Le monde agricole est très ambivalent sur son rapport à la production, et pour tout dire assez incohérent, au final.
Tout d’abord, l’on doit rappeler que le premier syndicat est la FNSEA, syndicat de droite économique (libéral) dirigé par un industriel agroalimentaire. Or, les intérêts de l’industrie ne sont pas ceux des agriculteurs : dans le coût final du produit, ce qui ne revient pas à la production revient à la transformation, ce qui revient à déshabiller Pierre pour habiller Paul. Par ailleurs ce syndicat préconise la concurrence la plus acharnée, via la liberté de produire (ils sont contre les quotas laitiers). Ainsi, les producteurs sont pour les quotas (ou une forme de protection des prix) à titre individuel, mais votent pour des organisations collectives qui agissent en leur nom contre la protection des prix. En somme la surproduction est organisée.
Ensuite, Lactalis est un groupe privé, et l’on arguera que l’on peut aussi envisager une forme de pression industrielle en travaillant avec des coopératives.
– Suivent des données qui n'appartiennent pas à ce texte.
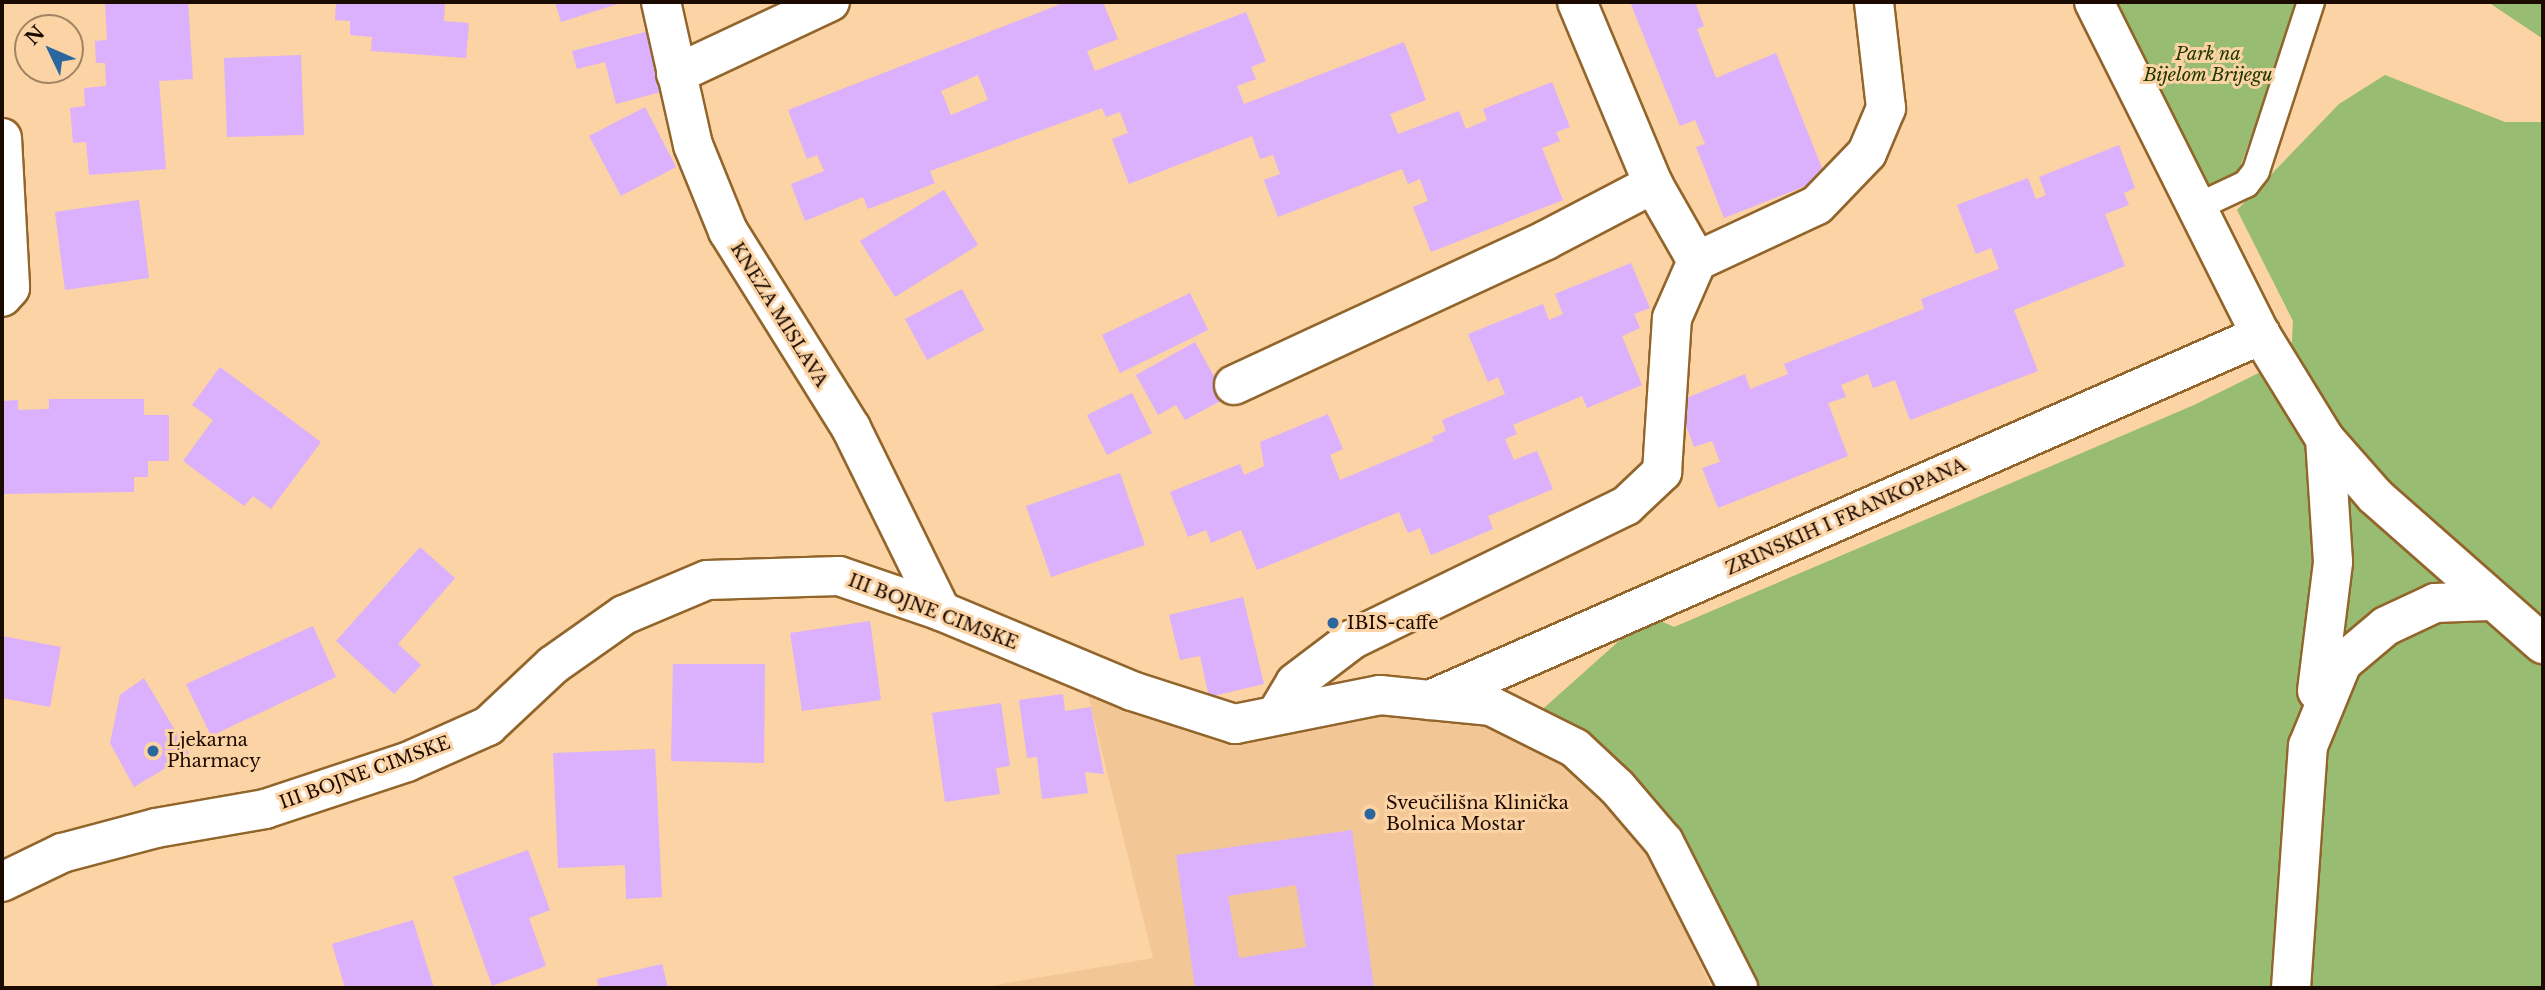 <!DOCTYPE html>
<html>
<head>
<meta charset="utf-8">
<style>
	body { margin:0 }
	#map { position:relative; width:2545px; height:990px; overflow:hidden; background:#fbd3a5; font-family:"Libre Baskerville",serif }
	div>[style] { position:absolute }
	.built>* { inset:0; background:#f3c795 }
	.green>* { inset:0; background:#98bc71 }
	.building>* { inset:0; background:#dbb0fc }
	.roads { filter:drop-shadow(2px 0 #92652b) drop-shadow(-2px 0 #92652b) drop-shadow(0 2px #92652b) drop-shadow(0 -2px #92652b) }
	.service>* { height:26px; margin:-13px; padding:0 13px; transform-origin:13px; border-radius:13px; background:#fff }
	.minor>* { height:38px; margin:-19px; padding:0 19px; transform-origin:19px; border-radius:19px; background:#fff }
	.tertiary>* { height:38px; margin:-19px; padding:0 19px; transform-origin:19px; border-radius:19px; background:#fff }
	.dots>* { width:19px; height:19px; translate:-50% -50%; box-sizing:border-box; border:4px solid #fbd3a5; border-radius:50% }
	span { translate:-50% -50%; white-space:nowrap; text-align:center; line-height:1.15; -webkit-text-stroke:6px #fbd3a5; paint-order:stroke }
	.park-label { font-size:18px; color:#213800; font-style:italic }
	.street-label { font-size:18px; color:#1b0a00 }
	.poi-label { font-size:18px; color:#1b0a00 }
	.left { translate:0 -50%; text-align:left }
	.frame { position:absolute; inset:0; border:4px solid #1b0a00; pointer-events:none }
	.north { position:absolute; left:14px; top:14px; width:70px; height:70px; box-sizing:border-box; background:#fbd3a5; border:2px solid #a18363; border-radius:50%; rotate:314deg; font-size:19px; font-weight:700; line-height:28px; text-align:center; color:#1b0a00 }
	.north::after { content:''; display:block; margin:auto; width:24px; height:32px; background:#2b669d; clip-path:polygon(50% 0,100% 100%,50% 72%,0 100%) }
</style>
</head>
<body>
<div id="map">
	<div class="built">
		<i style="clip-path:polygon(1085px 683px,1239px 732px,1385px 706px,1487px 719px,1560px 756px,1645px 839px,1711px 988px,978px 988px,1153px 958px)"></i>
	</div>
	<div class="green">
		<i style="clip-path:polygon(2107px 2px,2299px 2px,2238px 173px,2199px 194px)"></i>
		<i style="clip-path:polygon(2488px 2px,2543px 2px,2543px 39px)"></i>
		<i style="clip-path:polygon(2385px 75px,2505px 122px,2543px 122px,2543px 988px,1738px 988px,1664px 842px,1526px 724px,1648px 615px,1674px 627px,2194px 405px,2291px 357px,2293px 321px,2237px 210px,2339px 104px)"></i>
	</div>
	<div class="building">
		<i style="clip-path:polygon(105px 2px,188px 2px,193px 79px,159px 81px,166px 169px,89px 175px,86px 142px,73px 143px,70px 108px,85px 106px,84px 88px,106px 86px,105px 63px,96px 63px,95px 41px,107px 40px)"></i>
		<i style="clip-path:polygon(336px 2px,445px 2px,444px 21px,469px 23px,466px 58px,371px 51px,372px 37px,350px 35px,350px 21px,335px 20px)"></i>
		<i style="clip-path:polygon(555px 2px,624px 2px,561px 22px)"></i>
		<i style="clip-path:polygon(evenodd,1066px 2px,1103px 2px,1118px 39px,1087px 51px,1095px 71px,1246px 12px,1266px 61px,1251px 67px,1256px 79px,1237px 86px,1244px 104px,1404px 42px,1426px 100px,1390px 114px,1398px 134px,1459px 111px,1466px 129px,1487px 120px,1483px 109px,1552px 82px,1570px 127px,1556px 132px,1560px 141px,1542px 148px,1563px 200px,1431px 252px,1413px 207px,1428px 201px,1420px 179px,1408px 184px,1402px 169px,1278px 217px,1264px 180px,1280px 174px,1273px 155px,1260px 159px,1252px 136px,1129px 184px,1112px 139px,1128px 133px,1120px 112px,1106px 117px,1102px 108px,930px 171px,935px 183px,868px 209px,863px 197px,805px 221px,791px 184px,824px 171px,817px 155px,807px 159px,788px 110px,1066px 2px,978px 75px,988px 100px,951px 115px,941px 91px,978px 75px)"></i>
		<i style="clip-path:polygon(1630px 2px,1703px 2px,1696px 5px,1704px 26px,1697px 29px,1716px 78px,1776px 53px,1826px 178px,1724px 218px,1696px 147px,1705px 144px,1695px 120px,1680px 126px)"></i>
		<i style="clip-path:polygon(653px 30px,668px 90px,616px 104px,605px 62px,577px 69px,572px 51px)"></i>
		<i style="clip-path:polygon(301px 55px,304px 135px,227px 137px,224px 58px)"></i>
		<i style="clip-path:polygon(645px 107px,676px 167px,621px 196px,589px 136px)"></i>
		<i style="clip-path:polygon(2119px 145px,2135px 188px,2124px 193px,2129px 205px,2105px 214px,2125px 266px,2014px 310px,2038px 371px,1910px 420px,1895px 380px,1873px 388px,1868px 374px,1841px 385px,1846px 397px,1828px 403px,1848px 456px,1718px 508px,1702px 468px,1720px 462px,1712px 441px,1694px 447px,1677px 402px,1745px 374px,1750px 389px,1788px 374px,1784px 364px,1924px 309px,1921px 299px,1999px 269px,1991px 248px,1976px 254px,1957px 205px,2028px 178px,2036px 199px,2046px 195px,2039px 177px)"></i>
		<i style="clip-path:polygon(944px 190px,978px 245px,895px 297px,860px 241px)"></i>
		<i style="clip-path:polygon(139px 200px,149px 278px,65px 290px,55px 212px)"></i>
		<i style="clip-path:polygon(1631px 263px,1650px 308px,1634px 314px,1640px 328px,1622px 336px,1642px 385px,1587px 408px,1582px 396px,1513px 425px,1517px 434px,1505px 439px,1514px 460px,1537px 451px,1553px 489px,1488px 516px,1493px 529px,1431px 555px,1420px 528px,1408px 533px,1399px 512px,1257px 570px,1241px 530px,1211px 543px,1206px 530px,1188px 537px,1170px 492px,1240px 464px,1244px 475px,1264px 466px,1260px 442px,1328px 414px,1343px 449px,1330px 455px,1340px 480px,1434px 441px,1432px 437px,1446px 431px,1442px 420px,1505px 394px,1498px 377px,1488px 382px,1468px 334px,1543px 304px,1549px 320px,1563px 314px,1555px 294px)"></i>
		<i style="clip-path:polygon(962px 289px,984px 330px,927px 360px,905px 319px)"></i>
		<i style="clip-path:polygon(1190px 293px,1208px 330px,1120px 373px,1102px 335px)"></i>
		<i style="clip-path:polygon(1195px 342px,1226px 398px,1185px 420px,1176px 405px,1158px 415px,1136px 375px)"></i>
		<i style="clip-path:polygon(220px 367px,321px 442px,271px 509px,253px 496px,244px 506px,183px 461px,213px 420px,192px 405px)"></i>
		<i style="clip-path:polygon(1132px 393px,1152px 433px,1107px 455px,1087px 415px)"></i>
		<i style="clip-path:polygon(49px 399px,144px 399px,144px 415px,169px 415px,169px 461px,148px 461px,148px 477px,134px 477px,134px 492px,2px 494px,2px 401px,18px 400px,18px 410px,49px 409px)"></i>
		<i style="clip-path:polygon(1120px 473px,1145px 545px,1051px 577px,1026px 506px)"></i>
		<i style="clip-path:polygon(420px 547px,455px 578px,398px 644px,421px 665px,394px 694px,336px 641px)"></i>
		<i style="clip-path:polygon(1243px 597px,1264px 684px,1209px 697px,1200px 656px,1180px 660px,1169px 615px)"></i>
		<i style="clip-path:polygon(870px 621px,881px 700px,802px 711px,790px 633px)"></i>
		<i style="clip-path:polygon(313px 626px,336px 677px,211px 736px,186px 684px)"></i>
		<i style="clip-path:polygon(2px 636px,61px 647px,50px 707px,2px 698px)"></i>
		<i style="clip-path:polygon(673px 664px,765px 664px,764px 763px,671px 761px)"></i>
		<i style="clip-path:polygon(144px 678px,189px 754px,134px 787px,110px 743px,120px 695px)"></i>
		<i style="clip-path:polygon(1063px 694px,1065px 711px,1091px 707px,1104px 774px,1085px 772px,1088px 793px,1042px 799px,1037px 757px,1027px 758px,1019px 700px)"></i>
		<i style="clip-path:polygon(1001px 703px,1010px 766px,996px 768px,1000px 794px,945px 802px,932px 713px)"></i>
		<i style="clip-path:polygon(655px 749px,662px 897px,626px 899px,625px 865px,558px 868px,553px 753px)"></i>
		<i style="clip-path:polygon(evenodd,1352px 830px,1374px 987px,1195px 988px,1176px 855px,1352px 830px,1296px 885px,1306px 947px,1239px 958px,1228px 896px,1296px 885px)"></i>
		<i style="clip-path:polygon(528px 850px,550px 910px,529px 918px,546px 966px,492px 986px,453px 877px)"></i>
		<i style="clip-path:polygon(413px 920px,434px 988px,345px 988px,332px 944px)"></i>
		<i style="clip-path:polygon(662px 964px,668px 988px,599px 988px,597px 979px)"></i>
	</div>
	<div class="roads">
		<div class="service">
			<i style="left:2197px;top:207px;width:54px;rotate:-25.1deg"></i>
			<i style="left:2246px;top:184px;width:16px;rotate:-52deg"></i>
			<i style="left:2256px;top:171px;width:178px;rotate:-72deg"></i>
		</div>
		<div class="minor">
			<i style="left:661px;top:2px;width:147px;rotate:77.4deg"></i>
			<i style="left:693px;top:145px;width:93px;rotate:67.9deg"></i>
			<i style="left:728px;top:231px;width:232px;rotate:58deg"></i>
			<i style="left:851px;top:428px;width:204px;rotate:63.8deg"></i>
			<i style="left:1577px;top:2px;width:197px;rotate:67.3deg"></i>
			<i style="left:1653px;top:184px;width:89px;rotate:60.3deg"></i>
			<i style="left:2094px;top:2px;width:373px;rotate:63.4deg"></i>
			<i style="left:2261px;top:335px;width:122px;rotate:58.4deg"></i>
			<i style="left:2325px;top:439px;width:76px;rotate:48.7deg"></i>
			<i style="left:2375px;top:496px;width:224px;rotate:41.4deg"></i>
			<i style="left:676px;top:74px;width:170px;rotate:-25.1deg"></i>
			<i style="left:2px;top:138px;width:150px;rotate:86.9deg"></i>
			<i style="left:10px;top:288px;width:12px;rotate:132deg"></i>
			<i style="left:1234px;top:385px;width:344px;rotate:-24.9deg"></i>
			<i style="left:1546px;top:240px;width:121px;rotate:-27.6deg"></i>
			<i style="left:2317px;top:691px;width:130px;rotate:-82.9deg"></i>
			<i style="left:2333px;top:562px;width:123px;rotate:-93.7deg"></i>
			<i style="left:1430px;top:700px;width:908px;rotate:-23.71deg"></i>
			<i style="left:1276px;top:715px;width:37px;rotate:-59deg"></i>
			<i style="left:1295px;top:683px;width:73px;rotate:-37.2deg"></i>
			<i style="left:1353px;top:639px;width:304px;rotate:-26deg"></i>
			<i style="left:1626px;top:506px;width:50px;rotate:-43.4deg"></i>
			<i style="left:1662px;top:472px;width:154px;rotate:-86.3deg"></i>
			<i style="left:1672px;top:318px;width:62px;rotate:-66.3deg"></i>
			<i style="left:1697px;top:261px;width:132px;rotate:-25deg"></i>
			<i style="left:1817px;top:205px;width:72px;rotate:-46.1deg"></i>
			<i style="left:1867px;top:153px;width:49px;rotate:-67.1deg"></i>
			<i style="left:1886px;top:108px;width:107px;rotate:-96.5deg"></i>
			<i style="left:2291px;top:988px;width:243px;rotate:-86deg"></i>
			<i style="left:2308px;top:746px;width:90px;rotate:-67.7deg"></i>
			<i style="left:2342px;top:663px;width:57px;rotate:-40.1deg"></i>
			<i style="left:2386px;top:626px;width:54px;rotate:-25.1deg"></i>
			<i style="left:2435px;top:603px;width:54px;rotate:-2.1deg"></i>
		</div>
		<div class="tertiary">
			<i style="left:2px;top:882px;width:67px;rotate:-25.8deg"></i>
			<i style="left:62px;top:853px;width:97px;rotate:-14.9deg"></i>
			<i style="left:156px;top:828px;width:111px;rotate:-9.9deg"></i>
			<i style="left:265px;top:809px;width:150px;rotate:-18.3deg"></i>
			<i style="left:407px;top:762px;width:89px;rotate:-24deg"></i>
			<i style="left:488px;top:726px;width:89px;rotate:-43.2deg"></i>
			<i style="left:553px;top:665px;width:87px;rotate:-35.2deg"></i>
			<i style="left:624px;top:615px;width:90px;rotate:-22.9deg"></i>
			<i style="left:707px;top:580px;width:132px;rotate:-1.7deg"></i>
			<i style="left:839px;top:576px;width:108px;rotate:18.9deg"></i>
			<i style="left:941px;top:611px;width:207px;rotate:22.7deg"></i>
			<i style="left:1132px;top:691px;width:108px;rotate:17.8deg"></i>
			<i style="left:1235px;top:724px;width:148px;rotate:-11.3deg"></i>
			<i style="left:1380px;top:695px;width:112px;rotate:5.7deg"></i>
			<i style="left:1491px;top:706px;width:94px;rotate:26.6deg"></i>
			<i style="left:1575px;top:748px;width:57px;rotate:42.9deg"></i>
			<i style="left:1617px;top:787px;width:72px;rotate:49.5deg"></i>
			<i style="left:1664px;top:842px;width:164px;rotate:63.1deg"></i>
		</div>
	</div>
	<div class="dots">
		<i style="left:1333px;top:623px;background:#2b669d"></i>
		<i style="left:153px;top:751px;background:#2b669d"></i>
		<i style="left:1370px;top:814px;background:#2b669d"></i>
	</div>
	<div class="park-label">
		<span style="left:2208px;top:65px">Park na<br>Bijelom Brijegu</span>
	</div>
	<div class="street-label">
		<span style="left:779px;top:315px;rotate:58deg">KNEZA MISLAVA</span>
		<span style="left:1846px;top:517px;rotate:-24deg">ZRINSKIH I FRANKOPANA</span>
		<span style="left:933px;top:612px;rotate:21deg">III BOJNE CIMSKE</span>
		<span style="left:365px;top:773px;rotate:-20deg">III BOJNE CIMSKE</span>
	</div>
	<div class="poi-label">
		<span class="left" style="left:1347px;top:623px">IBIS-caffe</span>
		<span class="left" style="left:167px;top:751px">Ljekarna<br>Pharmacy</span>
		<span class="left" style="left:1386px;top:814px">Sveučilišna Klinička<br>Bolnica Mostar</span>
	</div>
	<div class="frame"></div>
	<div class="north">N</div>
</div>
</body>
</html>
Mais en cette matière aussi, il y a une ambivalence, car d’une manière générale, les agriculteurs ne participent pas aux décisions des AG, si ce n’est pour avoir l’occasion de boire un coup une fois l’an et de revoir des collègues. Tout le boulot est fait dans l’année par les cadres du groupes, et à force de déléguer son pouvoir de représentation, se crée une impuissance et un raz le bol matérialisés par les manifs... organisées par la FNSEA, ce qui revient à faire manifester POUR une libéralisation des marchés !
Enfin, le rapport à la terre, au capital foncier et à la technique reste un rapport d’après guerre : toujours plus. Plus de terre, plus de tracteurs, de bâtiments, plus de productivité... Ils argueront qu’ils n’ont pas le choix, ce qui n’est pas faux, mais globalement, ils s’organisent assez peu collectivement dans des alternatives, conquis par des argumentaires quasi fallacieux de « démarches raisonnées », tout en restant ébahis par des tracteurs derniers cris et des promesses commerciales diverses. Il y a une vraie fascination face à la technicité et la nouveauté, comme s’il fallait effacer encore l’image éculée du plouc illettré qui reprend la ferme familiale parce qu’il ne sait faire que ça.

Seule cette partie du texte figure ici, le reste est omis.